*DATA:*

◇ ◇ ◇ ◇ ◇

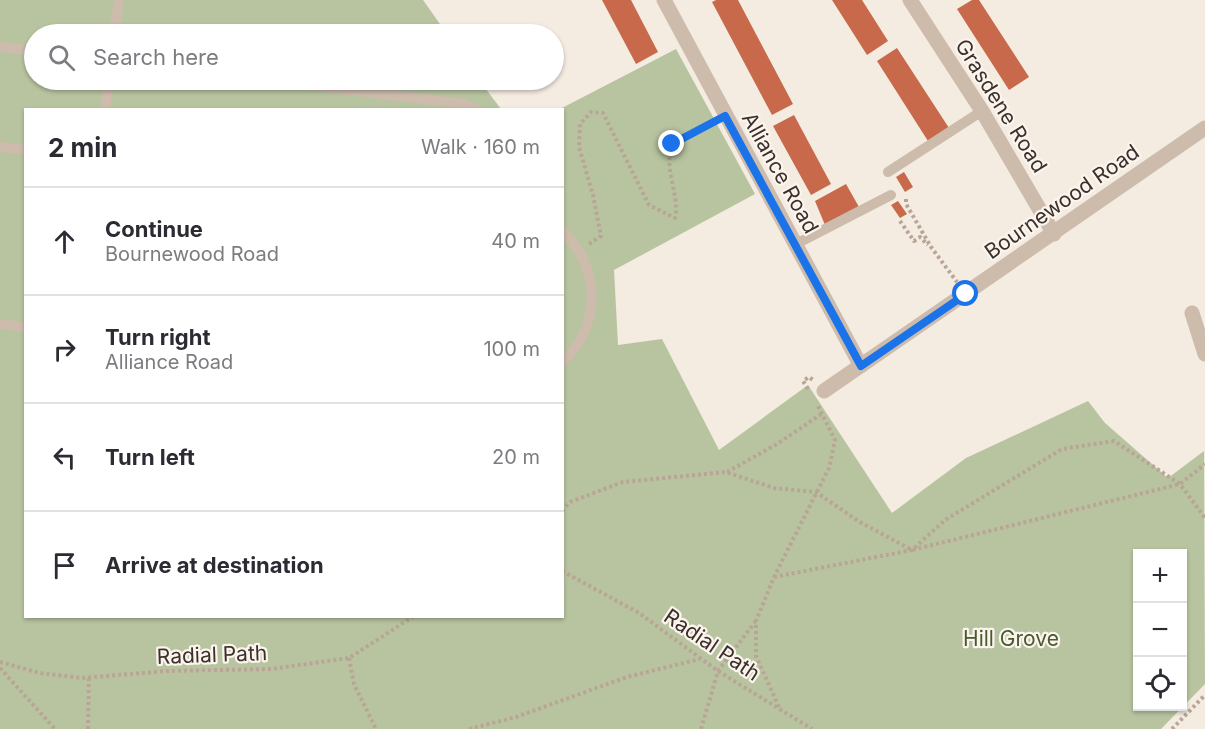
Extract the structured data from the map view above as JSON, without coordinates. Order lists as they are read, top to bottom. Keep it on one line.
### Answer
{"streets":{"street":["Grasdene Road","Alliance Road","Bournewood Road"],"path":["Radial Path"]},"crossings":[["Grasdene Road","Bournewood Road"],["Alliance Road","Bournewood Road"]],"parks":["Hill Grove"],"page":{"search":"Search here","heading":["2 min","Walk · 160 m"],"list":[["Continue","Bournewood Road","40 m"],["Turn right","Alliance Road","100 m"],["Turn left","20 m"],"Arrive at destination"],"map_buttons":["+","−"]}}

◇ ◇ ◇ ◇ ◇

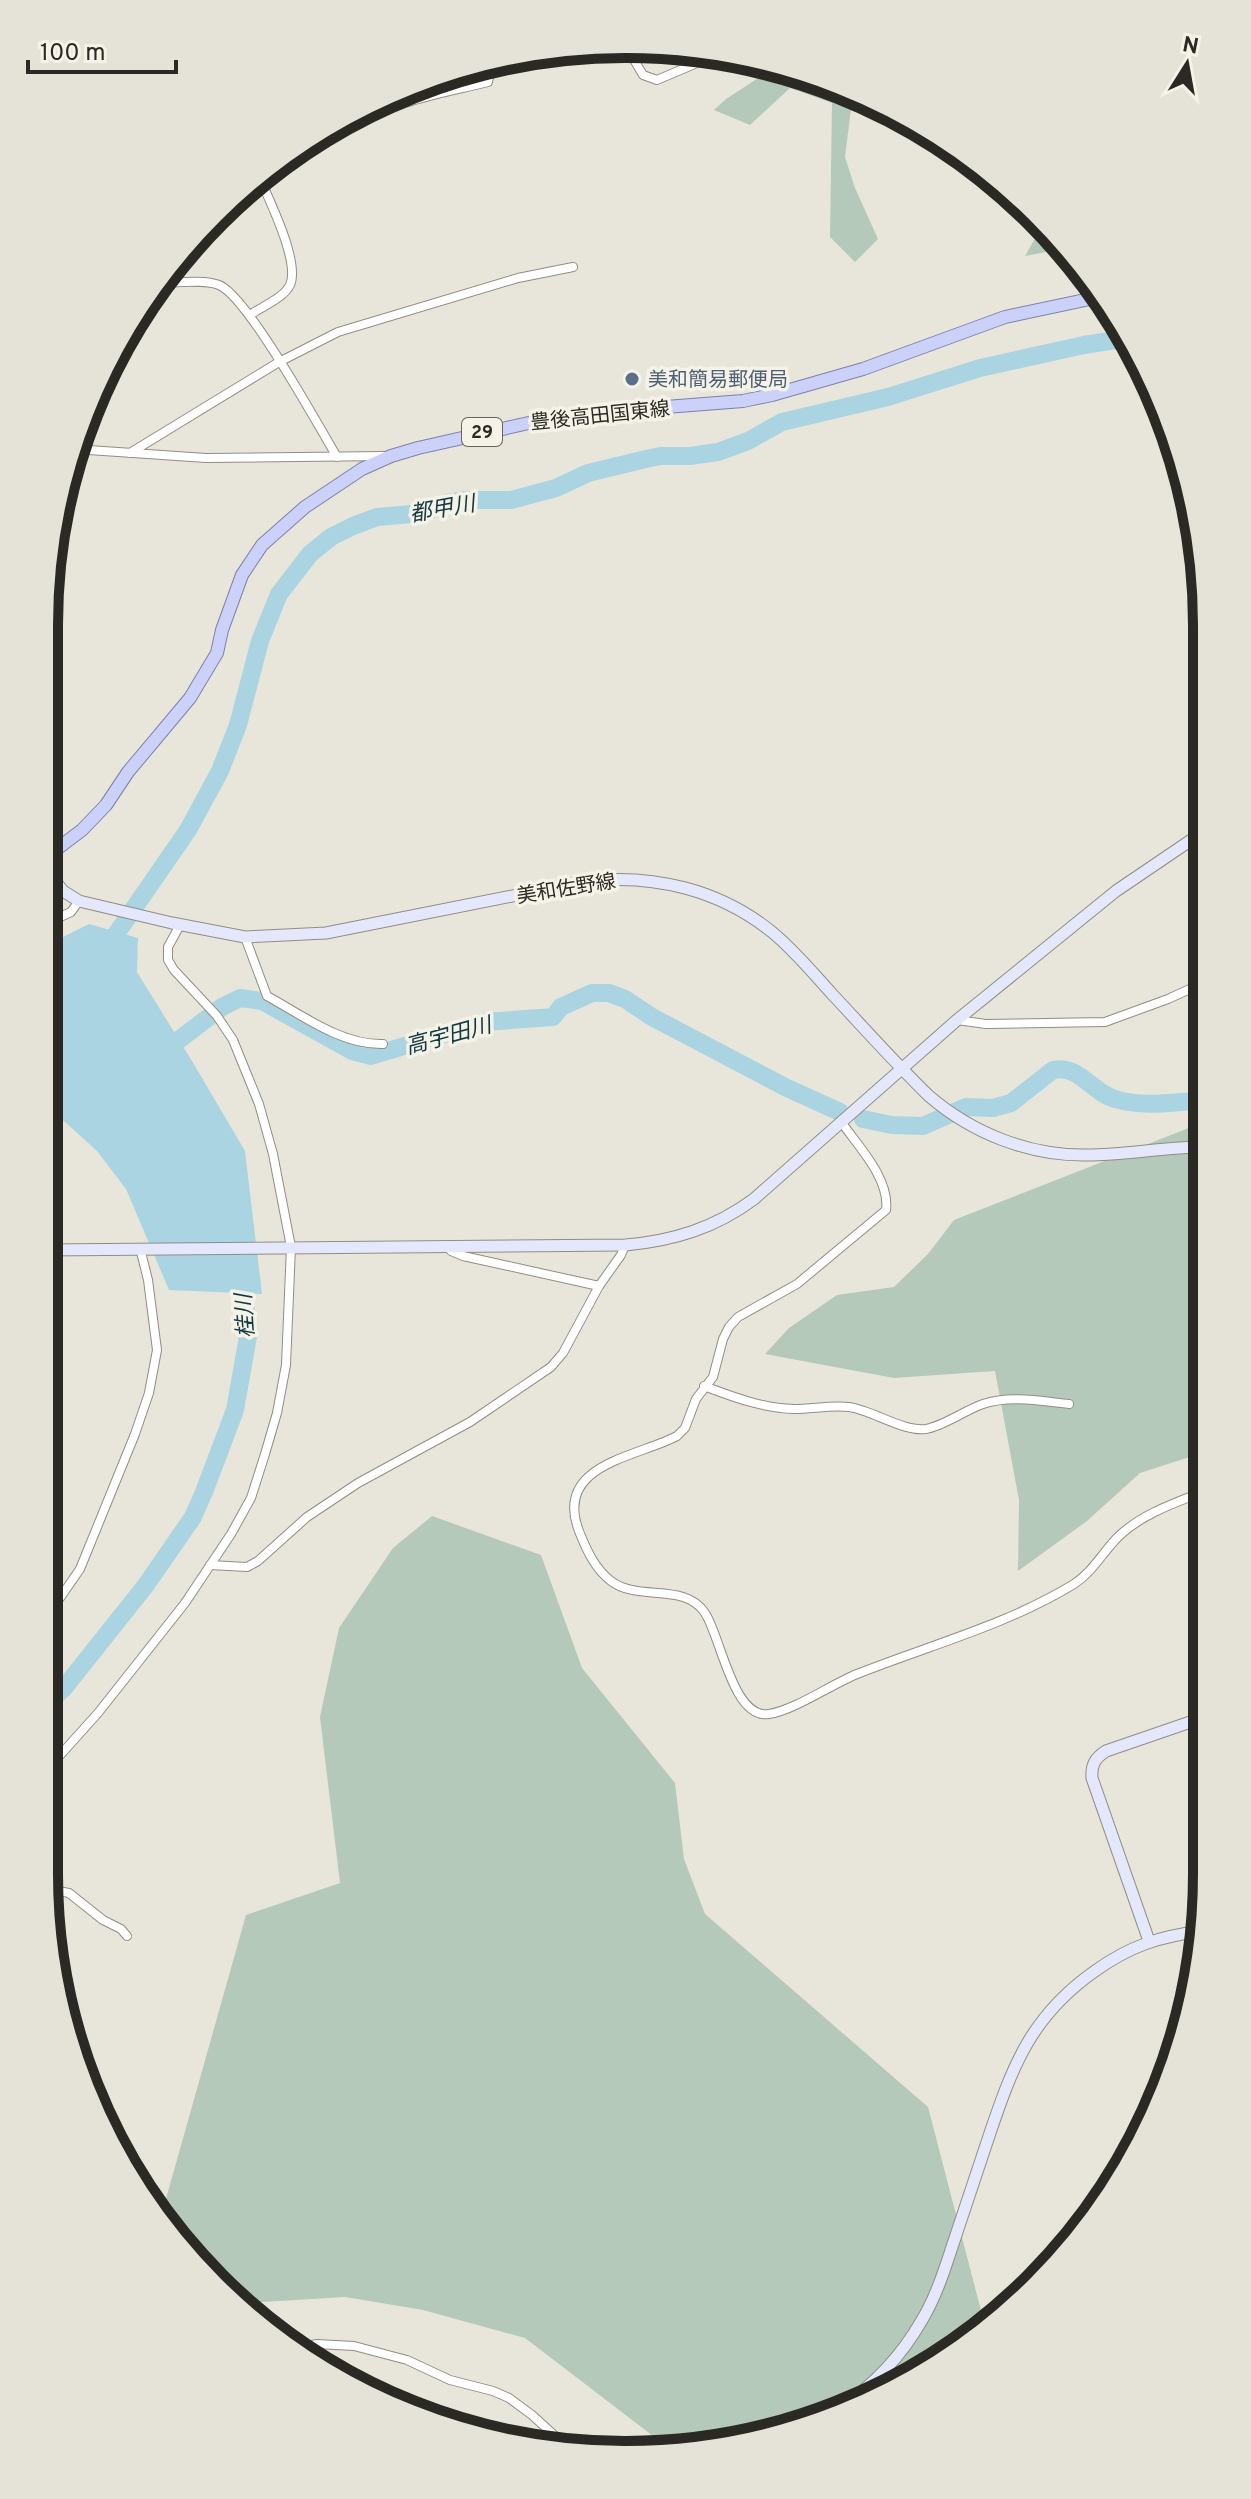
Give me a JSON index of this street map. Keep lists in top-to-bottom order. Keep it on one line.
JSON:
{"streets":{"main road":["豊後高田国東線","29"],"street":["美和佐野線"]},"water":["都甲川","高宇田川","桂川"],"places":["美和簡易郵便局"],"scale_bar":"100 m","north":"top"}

◇ ◇ ◇ ◇ ◇

*EXERCISE:*
Each line of the records that contains the string "bottom" must be copied.

*ANSWER SECTION:*
Extract the structured data from the map view above as JSON, without coordinates. Order lists as they are read, top to bottom. Keep it on one line.
Give me a JSON index of this street map. Keep lists in top-to-bottom order. Keep it on one line.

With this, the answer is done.